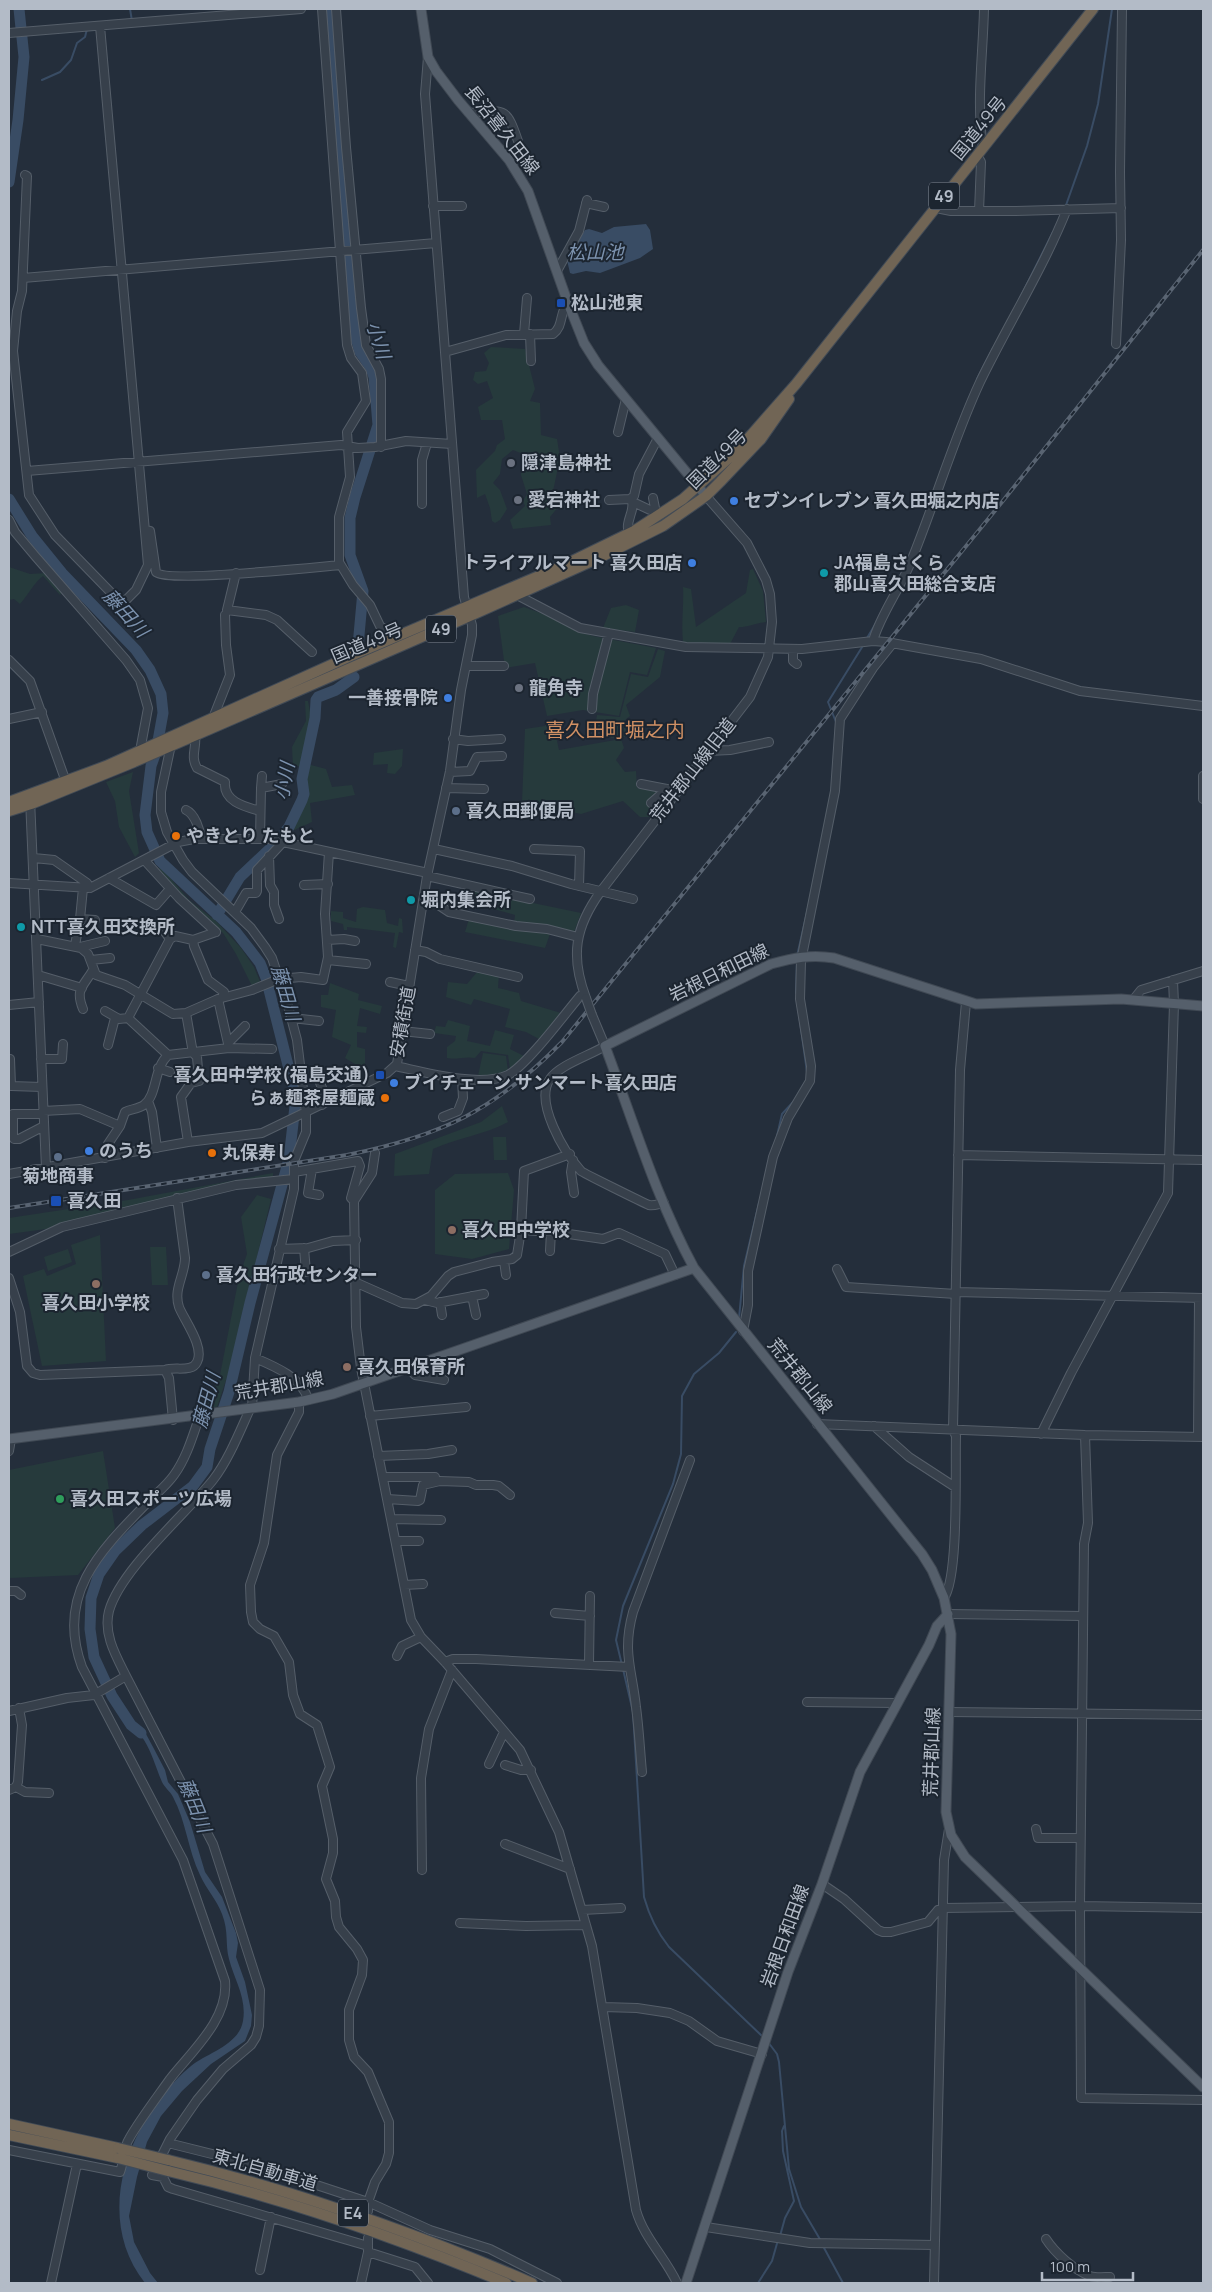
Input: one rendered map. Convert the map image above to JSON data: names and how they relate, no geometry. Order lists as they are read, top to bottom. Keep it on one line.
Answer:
{"streets":{"highway":["国道49号","49","東北自動車道","E4"],"main road":["長沼喜久田線","岩根日和田線","荒井郡山線"],"street":["荒井郡山線旧道","安積街道"]},"crossings":[["国道49号","長沼喜久田線"],["国道49号","荒井郡山線旧道"],["国道49号","安積街道"],["長沼喜久田線","荒井郡山線旧道"],["長沼喜久田線","安積街道"],["荒井郡山線旧道","岩根日和田線"],["岩根日和田線","荒井郡山線"]],"districts":["喜久田町堀之内"],"water":["松山池","小川","藤田川"],"places":{"transit":["松山池東","喜久田中学校(福島交通)","喜久田"],"other":["隠津島神社","愛宕神社","セブンイレブン 喜久田堀之内店","トライアルマート 喜久田店","JA福島さくら 郡山喜久田総合支店","龍角寺","一善接骨院","喜久田郵便局","やきとり たもと","堀内集会所","NTT喜久田交換所","ブイチェーン サンマート喜久田店","らぁ麺茶屋麺蔵","のうち","丸保寿し","菊地商事","喜久田中学校","喜久田行政センター","喜久田小学校","喜久田保育所","喜久田スポーツ広場"]},"scale_bar":"100 m"}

[ACTIVITY]:
Output the complete listing exactly. Pictures stay out.

[WORKED SOLUTION]:
Input: one rendered map. Convert the map image above to JSON data: names and how they relate, no geometry. Order lists as they are read, top to bottom. Keep it on one line.
Answer:
{"streets":{"highway":["国道49号","49","東北自動車道","E4"],"main road":["長沼喜久田線","岩根日和田線","荒井郡山線"],"street":["荒井郡山線旧道","安積街道"]},"crossings":[["国道49号","長沼喜久田線"],["国道49号","荒井郡山線旧道"],["国道49号","安積街道"],["長沼喜久田線","荒井郡山線旧道"],["長沼喜久田線","安積街道"],["荒井郡山線旧道","岩根日和田線"],["岩根日和田線","荒井郡山線"]],"districts":["喜久田町堀之内"],"water":["松山池","小川","藤田川"],"places":{"transit":["松山池東","喜久田中学校(福島交通)","喜久田"],"other":["隠津島神社","愛宕神社","セブンイレブン 喜久田堀之内店","トライアルマート 喜久田店","JA福島さくら 郡山喜久田総合支店","龍角寺","一善接骨院","喜久田郵便局","やきとり たもと","堀内集会所","NTT喜久田交換所","ブイチェーン サンマート喜久田店","らぁ麺茶屋麺蔵","のうち","丸保寿し","菊地商事","喜久田中学校","喜久田行政センター","喜久田小学校","喜久田保育所","喜久田スポーツ広場"]},"scale_bar":"100 m"}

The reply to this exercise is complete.